— Source material —
* * * * * * * * *
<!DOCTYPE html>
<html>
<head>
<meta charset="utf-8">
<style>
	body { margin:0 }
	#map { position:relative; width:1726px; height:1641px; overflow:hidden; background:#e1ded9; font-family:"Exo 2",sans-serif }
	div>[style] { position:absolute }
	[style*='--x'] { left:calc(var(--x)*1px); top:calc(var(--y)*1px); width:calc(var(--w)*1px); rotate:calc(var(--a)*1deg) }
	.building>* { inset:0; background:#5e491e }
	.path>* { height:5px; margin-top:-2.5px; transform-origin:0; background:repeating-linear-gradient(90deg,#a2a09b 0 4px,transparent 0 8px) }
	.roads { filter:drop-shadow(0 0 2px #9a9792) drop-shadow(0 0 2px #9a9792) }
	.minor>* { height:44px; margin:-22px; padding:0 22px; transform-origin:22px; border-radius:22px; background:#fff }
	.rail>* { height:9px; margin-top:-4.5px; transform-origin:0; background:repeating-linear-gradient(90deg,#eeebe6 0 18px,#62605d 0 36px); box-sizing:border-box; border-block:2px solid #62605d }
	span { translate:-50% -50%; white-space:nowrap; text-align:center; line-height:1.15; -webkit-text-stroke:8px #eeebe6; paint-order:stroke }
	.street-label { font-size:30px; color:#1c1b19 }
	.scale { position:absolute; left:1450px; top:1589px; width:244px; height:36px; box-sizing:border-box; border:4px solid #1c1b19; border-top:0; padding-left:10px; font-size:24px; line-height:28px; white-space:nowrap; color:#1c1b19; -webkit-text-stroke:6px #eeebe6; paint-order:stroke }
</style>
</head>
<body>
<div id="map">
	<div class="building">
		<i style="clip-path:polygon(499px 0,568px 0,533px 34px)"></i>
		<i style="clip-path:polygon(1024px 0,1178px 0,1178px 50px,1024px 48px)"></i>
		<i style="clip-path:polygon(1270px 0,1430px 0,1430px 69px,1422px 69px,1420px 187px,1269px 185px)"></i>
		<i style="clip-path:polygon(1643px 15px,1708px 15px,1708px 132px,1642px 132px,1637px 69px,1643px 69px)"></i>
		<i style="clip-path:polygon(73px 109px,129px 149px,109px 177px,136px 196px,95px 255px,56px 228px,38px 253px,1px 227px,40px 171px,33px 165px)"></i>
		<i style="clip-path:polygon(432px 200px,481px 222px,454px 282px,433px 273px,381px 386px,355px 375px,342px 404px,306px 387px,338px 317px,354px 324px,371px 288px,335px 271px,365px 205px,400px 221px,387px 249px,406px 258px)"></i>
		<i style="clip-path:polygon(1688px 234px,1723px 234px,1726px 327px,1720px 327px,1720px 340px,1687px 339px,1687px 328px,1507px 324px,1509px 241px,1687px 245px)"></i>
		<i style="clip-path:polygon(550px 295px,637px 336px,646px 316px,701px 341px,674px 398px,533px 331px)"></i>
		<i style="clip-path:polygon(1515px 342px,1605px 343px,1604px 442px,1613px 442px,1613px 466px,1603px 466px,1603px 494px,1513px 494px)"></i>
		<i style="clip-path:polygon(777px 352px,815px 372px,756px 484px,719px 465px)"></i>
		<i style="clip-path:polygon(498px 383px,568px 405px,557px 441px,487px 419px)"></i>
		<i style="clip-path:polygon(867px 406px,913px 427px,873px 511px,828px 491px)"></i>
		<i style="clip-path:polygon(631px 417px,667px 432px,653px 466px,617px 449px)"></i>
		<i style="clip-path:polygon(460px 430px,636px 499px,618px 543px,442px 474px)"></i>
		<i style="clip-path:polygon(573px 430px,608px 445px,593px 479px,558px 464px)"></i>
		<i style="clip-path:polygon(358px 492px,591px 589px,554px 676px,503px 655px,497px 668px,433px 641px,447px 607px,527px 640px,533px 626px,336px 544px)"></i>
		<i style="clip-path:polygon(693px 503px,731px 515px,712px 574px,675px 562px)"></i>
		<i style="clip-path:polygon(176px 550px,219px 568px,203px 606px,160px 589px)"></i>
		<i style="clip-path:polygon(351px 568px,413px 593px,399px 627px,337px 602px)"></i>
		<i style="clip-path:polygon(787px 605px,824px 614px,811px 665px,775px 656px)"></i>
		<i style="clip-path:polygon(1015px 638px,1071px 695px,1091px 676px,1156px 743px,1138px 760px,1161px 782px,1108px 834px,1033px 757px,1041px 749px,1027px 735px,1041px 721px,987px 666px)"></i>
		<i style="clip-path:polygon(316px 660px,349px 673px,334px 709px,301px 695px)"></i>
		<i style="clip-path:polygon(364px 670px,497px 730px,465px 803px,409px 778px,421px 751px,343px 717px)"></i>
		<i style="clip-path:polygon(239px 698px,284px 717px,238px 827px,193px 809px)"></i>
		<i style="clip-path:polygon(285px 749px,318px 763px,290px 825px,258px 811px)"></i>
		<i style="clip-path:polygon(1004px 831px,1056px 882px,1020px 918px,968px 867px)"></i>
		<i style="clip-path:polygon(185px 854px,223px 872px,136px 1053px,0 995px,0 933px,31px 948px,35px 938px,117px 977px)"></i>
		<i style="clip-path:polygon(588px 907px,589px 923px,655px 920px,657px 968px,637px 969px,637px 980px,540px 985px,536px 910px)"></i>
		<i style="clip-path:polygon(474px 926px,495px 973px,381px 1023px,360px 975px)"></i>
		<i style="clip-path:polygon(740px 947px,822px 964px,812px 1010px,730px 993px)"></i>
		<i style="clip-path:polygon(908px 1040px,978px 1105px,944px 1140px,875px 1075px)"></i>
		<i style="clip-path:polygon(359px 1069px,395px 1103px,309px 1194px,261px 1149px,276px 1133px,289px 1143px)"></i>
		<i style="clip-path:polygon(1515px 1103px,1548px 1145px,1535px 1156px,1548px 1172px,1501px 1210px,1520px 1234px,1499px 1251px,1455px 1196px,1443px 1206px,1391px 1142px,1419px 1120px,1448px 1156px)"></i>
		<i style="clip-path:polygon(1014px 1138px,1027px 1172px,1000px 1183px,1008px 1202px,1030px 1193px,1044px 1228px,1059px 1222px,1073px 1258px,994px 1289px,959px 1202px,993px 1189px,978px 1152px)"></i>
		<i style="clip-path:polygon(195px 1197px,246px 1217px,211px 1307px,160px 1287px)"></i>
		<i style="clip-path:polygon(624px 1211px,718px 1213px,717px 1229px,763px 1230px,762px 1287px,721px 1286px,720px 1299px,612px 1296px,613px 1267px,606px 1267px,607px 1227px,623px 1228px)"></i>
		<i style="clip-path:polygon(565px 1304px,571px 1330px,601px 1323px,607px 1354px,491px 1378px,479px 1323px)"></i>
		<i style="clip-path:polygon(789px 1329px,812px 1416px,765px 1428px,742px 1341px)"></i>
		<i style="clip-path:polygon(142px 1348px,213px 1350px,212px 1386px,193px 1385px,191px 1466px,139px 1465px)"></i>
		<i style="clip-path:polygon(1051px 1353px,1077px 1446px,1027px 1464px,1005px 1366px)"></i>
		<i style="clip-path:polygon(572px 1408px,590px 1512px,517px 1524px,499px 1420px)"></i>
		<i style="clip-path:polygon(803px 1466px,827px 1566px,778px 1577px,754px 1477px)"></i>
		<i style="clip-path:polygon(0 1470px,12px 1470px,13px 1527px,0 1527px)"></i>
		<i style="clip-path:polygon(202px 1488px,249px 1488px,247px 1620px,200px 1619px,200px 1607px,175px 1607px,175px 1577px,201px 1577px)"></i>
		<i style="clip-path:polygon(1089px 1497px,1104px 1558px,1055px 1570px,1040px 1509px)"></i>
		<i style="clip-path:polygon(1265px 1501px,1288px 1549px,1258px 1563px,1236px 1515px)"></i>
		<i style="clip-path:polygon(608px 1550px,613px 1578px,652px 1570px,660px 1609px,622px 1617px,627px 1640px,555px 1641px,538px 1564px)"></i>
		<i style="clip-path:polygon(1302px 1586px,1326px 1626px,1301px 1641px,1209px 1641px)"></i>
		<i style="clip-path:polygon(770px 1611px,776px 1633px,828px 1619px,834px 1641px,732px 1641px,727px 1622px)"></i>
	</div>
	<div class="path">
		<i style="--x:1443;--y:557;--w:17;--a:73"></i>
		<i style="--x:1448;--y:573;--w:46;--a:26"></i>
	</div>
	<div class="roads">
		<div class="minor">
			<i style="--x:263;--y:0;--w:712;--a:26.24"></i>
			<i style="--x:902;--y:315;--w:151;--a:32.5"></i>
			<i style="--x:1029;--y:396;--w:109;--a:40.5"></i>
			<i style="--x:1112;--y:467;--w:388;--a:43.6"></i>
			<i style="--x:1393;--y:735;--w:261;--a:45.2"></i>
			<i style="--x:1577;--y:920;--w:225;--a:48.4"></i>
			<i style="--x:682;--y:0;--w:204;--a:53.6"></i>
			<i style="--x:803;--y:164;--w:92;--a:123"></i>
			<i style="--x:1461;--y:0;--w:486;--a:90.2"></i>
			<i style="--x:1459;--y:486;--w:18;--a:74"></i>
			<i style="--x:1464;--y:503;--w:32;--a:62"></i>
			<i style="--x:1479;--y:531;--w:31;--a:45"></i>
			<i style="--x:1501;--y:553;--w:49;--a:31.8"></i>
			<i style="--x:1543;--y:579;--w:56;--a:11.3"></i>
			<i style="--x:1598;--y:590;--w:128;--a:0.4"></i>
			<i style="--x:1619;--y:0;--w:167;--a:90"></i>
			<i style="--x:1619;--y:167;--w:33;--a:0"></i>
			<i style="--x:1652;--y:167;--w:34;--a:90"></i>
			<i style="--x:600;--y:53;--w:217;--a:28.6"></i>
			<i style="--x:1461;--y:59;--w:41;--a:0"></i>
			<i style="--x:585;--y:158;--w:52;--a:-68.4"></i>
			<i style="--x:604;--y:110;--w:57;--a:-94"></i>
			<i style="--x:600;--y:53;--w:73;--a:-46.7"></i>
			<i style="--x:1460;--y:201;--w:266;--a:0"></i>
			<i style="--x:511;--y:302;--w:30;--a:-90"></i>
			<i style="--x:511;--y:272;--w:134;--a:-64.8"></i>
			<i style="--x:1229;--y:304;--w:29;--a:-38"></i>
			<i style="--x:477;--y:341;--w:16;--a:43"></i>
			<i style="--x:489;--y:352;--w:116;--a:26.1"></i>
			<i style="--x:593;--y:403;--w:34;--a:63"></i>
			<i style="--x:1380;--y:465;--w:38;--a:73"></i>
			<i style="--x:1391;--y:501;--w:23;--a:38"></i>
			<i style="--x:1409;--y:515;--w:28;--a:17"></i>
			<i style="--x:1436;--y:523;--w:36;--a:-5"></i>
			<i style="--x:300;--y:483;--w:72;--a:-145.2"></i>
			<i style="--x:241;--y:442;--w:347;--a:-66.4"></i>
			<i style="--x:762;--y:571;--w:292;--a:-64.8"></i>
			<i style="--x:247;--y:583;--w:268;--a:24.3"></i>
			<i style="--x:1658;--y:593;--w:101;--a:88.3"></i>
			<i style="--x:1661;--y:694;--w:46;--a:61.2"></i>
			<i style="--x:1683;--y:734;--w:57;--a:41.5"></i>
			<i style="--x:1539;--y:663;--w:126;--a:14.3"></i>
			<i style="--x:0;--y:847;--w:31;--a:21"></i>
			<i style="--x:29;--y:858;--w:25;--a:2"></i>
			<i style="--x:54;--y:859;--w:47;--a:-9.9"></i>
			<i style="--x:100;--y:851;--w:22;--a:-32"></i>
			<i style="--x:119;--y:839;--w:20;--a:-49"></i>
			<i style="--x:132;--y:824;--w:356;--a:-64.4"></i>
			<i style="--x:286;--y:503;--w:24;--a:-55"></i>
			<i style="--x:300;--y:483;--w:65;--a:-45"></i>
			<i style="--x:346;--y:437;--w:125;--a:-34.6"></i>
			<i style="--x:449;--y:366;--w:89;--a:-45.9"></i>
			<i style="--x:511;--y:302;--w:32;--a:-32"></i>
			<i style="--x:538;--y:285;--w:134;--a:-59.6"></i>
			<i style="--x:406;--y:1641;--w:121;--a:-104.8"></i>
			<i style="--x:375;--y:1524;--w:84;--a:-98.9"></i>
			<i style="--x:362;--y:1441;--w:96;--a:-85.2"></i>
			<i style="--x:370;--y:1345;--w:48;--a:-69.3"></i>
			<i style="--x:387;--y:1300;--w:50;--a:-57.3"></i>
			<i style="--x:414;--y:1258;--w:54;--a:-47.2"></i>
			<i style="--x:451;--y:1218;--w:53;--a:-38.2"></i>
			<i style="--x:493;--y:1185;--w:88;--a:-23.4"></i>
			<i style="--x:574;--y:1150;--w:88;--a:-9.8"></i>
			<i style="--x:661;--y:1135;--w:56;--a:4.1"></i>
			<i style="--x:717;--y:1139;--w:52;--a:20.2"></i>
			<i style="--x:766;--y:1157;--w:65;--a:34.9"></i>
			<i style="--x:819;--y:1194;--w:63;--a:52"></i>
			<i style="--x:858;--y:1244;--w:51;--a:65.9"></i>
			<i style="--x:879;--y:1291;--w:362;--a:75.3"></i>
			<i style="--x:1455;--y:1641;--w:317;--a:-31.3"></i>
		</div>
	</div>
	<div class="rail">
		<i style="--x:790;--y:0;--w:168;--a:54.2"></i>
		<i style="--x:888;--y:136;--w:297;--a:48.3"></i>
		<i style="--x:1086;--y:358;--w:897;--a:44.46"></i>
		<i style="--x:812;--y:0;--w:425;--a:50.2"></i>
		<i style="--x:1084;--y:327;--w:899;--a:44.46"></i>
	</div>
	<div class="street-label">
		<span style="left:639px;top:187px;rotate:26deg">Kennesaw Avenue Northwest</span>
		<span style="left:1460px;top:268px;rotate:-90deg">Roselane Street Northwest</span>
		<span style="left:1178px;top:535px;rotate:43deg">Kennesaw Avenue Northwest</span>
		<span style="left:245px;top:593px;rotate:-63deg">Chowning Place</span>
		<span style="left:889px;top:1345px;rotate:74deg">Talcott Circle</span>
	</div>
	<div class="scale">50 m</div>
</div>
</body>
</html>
* * * * * * * * *
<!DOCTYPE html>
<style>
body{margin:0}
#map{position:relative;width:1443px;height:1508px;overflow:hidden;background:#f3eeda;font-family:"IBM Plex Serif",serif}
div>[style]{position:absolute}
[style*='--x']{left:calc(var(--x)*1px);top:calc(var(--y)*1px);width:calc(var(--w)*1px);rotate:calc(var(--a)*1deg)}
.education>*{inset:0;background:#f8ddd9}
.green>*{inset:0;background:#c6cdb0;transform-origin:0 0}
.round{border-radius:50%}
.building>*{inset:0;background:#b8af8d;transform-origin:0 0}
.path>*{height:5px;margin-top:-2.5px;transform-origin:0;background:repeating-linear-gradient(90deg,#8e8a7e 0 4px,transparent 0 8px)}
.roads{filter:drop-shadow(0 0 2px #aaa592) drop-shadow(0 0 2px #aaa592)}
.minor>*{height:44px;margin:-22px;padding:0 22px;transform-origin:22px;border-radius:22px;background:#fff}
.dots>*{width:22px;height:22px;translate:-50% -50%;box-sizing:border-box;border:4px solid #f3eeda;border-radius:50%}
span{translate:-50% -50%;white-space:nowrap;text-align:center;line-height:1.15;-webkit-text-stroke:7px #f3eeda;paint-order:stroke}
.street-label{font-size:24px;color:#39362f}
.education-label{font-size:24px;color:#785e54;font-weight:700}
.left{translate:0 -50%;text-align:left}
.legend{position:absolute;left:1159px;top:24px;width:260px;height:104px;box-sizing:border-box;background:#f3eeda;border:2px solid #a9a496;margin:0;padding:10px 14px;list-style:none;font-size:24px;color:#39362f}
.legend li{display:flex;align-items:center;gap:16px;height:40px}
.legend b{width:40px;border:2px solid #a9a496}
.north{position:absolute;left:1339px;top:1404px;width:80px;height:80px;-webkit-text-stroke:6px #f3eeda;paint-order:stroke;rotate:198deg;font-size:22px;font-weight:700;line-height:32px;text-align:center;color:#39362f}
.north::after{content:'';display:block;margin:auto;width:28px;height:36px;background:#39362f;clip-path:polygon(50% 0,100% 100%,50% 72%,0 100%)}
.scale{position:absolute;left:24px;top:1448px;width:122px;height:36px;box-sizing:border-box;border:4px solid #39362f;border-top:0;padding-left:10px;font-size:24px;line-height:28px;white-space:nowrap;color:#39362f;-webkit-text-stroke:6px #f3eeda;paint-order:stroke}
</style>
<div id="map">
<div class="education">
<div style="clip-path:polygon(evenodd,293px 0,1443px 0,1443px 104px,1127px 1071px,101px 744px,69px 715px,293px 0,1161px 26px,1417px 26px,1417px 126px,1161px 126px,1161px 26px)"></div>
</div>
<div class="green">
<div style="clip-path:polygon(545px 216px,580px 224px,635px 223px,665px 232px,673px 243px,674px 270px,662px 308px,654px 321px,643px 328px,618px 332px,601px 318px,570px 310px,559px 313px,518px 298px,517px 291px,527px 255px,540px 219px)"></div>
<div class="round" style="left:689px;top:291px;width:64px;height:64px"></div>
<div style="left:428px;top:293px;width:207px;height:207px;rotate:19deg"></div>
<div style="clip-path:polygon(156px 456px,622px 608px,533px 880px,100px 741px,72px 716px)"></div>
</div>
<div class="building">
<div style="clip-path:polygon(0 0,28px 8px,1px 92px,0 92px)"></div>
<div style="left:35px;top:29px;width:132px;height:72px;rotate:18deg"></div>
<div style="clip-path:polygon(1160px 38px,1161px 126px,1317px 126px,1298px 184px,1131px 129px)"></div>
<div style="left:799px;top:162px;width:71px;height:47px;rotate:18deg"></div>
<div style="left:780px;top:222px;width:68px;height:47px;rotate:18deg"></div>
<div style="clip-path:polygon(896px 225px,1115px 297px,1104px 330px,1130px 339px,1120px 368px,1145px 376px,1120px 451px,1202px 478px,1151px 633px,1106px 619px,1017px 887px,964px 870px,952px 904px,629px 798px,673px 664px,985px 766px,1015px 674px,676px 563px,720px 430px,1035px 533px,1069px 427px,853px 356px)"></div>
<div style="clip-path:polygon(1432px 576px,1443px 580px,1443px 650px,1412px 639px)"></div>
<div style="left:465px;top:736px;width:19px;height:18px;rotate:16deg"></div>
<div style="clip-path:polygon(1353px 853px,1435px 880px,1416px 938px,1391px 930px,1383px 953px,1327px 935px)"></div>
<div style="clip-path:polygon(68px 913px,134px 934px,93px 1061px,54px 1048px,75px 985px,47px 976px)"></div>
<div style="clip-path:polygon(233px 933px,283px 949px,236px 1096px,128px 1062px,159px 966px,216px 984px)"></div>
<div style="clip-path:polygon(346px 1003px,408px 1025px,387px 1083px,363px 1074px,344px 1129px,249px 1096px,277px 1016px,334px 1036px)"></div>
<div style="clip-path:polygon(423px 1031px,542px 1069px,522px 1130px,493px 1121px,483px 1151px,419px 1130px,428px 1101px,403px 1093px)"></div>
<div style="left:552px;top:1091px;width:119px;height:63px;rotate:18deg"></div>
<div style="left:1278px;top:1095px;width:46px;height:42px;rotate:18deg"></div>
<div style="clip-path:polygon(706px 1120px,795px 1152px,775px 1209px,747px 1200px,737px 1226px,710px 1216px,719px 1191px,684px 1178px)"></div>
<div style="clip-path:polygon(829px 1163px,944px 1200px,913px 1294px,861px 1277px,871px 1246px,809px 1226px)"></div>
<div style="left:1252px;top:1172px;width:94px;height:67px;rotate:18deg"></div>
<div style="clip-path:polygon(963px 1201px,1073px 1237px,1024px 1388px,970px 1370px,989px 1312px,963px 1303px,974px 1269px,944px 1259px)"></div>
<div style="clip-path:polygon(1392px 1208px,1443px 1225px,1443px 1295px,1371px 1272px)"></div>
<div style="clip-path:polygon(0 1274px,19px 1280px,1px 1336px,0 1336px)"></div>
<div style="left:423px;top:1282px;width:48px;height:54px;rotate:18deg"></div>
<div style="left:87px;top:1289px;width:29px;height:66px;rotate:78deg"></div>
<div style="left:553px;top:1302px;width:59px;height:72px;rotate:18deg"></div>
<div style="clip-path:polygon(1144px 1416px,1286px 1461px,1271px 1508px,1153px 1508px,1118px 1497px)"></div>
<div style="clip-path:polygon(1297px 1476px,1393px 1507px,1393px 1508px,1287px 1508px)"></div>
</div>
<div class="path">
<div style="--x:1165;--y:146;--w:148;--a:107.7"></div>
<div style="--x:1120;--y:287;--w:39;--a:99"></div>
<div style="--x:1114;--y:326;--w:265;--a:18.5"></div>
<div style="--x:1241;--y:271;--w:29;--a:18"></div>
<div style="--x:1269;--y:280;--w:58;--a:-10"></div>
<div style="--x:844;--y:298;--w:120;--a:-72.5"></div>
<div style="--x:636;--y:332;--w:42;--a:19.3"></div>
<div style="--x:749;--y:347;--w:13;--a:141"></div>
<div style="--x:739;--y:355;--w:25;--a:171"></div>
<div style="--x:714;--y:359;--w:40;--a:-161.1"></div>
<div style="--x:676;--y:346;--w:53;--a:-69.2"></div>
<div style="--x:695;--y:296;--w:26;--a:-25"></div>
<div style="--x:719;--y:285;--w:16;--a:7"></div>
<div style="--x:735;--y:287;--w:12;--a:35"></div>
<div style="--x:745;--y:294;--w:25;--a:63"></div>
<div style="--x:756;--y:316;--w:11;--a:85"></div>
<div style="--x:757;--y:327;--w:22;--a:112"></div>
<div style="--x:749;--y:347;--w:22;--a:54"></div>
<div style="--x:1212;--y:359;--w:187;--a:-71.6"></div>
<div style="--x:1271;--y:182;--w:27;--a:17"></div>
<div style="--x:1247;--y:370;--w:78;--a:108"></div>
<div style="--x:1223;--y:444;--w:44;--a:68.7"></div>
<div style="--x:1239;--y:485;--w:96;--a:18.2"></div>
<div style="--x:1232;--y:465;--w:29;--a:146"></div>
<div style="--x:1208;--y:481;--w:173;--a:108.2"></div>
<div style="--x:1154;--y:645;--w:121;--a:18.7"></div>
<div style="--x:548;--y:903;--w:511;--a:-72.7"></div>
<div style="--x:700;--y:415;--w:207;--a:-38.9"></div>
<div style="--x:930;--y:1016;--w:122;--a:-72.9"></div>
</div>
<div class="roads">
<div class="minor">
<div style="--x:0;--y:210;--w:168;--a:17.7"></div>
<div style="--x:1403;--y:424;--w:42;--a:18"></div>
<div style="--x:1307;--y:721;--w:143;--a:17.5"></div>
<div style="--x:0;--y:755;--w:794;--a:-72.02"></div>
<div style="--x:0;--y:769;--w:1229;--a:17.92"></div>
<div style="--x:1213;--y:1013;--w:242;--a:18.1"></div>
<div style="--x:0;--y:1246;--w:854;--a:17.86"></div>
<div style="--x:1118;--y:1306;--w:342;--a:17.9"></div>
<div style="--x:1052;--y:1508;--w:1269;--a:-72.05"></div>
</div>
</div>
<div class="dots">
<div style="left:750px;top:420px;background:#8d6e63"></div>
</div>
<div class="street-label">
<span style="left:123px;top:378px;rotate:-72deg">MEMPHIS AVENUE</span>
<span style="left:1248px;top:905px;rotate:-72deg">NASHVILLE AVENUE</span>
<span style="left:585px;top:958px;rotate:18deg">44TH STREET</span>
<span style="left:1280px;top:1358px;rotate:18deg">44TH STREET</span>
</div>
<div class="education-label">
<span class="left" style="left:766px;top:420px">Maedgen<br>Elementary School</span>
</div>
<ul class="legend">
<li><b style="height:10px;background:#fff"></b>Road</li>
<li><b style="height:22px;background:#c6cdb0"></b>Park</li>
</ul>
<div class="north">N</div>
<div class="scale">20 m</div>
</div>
* * * * * * * * *
Which lines above contain the word "html"? Copy all of them.

<!DOCTYPE html>
<html>
</html>
<!DOCTYPE html>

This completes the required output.